ACTIVITY -> Set down each line of the listing exactly as it reads.

INPUT DATA ->
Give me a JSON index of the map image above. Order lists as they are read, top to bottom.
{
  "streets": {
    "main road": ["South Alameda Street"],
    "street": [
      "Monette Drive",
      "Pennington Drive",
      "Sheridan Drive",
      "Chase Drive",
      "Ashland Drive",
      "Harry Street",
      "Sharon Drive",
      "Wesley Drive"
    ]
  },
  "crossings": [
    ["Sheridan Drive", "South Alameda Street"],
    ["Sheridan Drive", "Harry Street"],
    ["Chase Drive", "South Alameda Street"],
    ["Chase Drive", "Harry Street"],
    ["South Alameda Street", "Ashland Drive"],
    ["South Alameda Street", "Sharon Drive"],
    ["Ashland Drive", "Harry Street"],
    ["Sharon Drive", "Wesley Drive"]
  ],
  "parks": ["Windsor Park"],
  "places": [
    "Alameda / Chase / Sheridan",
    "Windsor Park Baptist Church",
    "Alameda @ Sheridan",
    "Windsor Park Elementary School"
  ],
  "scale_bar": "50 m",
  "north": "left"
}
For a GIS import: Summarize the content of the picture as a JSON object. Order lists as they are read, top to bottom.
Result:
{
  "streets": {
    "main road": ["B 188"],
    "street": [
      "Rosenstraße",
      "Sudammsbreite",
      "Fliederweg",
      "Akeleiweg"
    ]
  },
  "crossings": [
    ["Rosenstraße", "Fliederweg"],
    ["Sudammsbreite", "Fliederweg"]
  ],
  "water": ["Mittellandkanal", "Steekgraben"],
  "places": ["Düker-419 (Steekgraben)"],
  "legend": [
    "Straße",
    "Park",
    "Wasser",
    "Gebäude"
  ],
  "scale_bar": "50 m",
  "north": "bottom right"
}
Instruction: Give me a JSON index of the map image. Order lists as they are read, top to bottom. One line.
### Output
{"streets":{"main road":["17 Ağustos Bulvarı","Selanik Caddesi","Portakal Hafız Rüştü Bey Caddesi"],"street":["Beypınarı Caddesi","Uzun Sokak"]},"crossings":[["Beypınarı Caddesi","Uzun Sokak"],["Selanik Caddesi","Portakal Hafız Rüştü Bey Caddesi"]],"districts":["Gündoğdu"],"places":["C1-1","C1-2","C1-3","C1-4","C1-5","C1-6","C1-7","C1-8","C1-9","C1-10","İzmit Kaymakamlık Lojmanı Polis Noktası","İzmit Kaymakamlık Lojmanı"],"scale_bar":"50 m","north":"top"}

YOUR RESPONSE ->
Give me a JSON index of the map image above. Order lists as they are read, top to bottom.
{
  "streets": {
    "main road": ["South Alameda Street"],
    "street": [
      "Monette Drive",
      "Pennington Drive",
      "Sheridan Drive",
      "Chase Drive",
      "Ashland Drive",
      "Harry Street",
      "Sharon Drive",
      "Wesley Drive"
    ]
  },
  "crossings": [
    ["Sheridan Drive", "South Alameda Street"],
    ["Sheridan Drive", "Harry Street"],
    ["Chase Drive", "South Alameda Street"],
    ["Chase Drive", "Harry Street"],
    ["South Alameda Street", "Ashland Drive"],
    ["South Alameda Street", "Sharon Drive"],
    ["Ashland Drive", "Harry Street"],
    ["Sharon Drive", "Wesley Drive"]
  ],
  "parks": ["Windsor Park"],
  "places": [
    "Alameda / Chase / Sheridan",
    "Windsor Park Baptist Church",
    "Alameda @ Sheridan",
    "Windsor Park Elementary School"
  ],
  "scale_bar": "50 m",
  "north": "left"
}
For a GIS import: Summarize the content of the picture as a JSON object. Order lists as they are read, top to bottom.
Result:
{
  "streets": {
    "main road": ["B 188"],
    "street": [
      "Rosenstraße",
      "Sudammsbreite",
      "Fliederweg",
      "Akeleiweg"
    ]
  },
  "crossings": [
    ["Rosenstraße", "Fliederweg"],
    ["Sudammsbreite", "Fliederweg"]
  ],
  "water": ["Mittellandkanal", "Steekgraben"],
  "places": ["Düker-419 (Steekgraben)"],
  "legend": [
    "Straße",
    "Park",
    "Wasser",
    "Gebäude"
  ],
  "scale_bar": "50 m",
  "north": "bottom right"
}
Instruction: Give me a JSON index of the map image. Order lists as they are read, top to bottom. One line.
### Output
{"streets":{"main road":["17 Ağustos Bulvarı","Selanik Caddesi","Portakal Hafız Rüştü Bey Caddesi"],"street":["Beypınarı Caddesi","Uzun Sokak"]},"crossings":[["Beypınarı Caddesi","Uzun Sokak"],["Selanik Caddesi","Portakal Hafız Rüştü Bey Caddesi"]],"districts":["Gündoğdu"],"places":["C1-1","C1-2","C1-3","C1-4","C1-5","C1-6","C1-7","C1-8","C1-9","C1-10","İzmit Kaymakamlık Lojmanı Polis Noktası","İzmit Kaymakamlık Lojmanı"],"scale_bar":"50 m","north":"top"}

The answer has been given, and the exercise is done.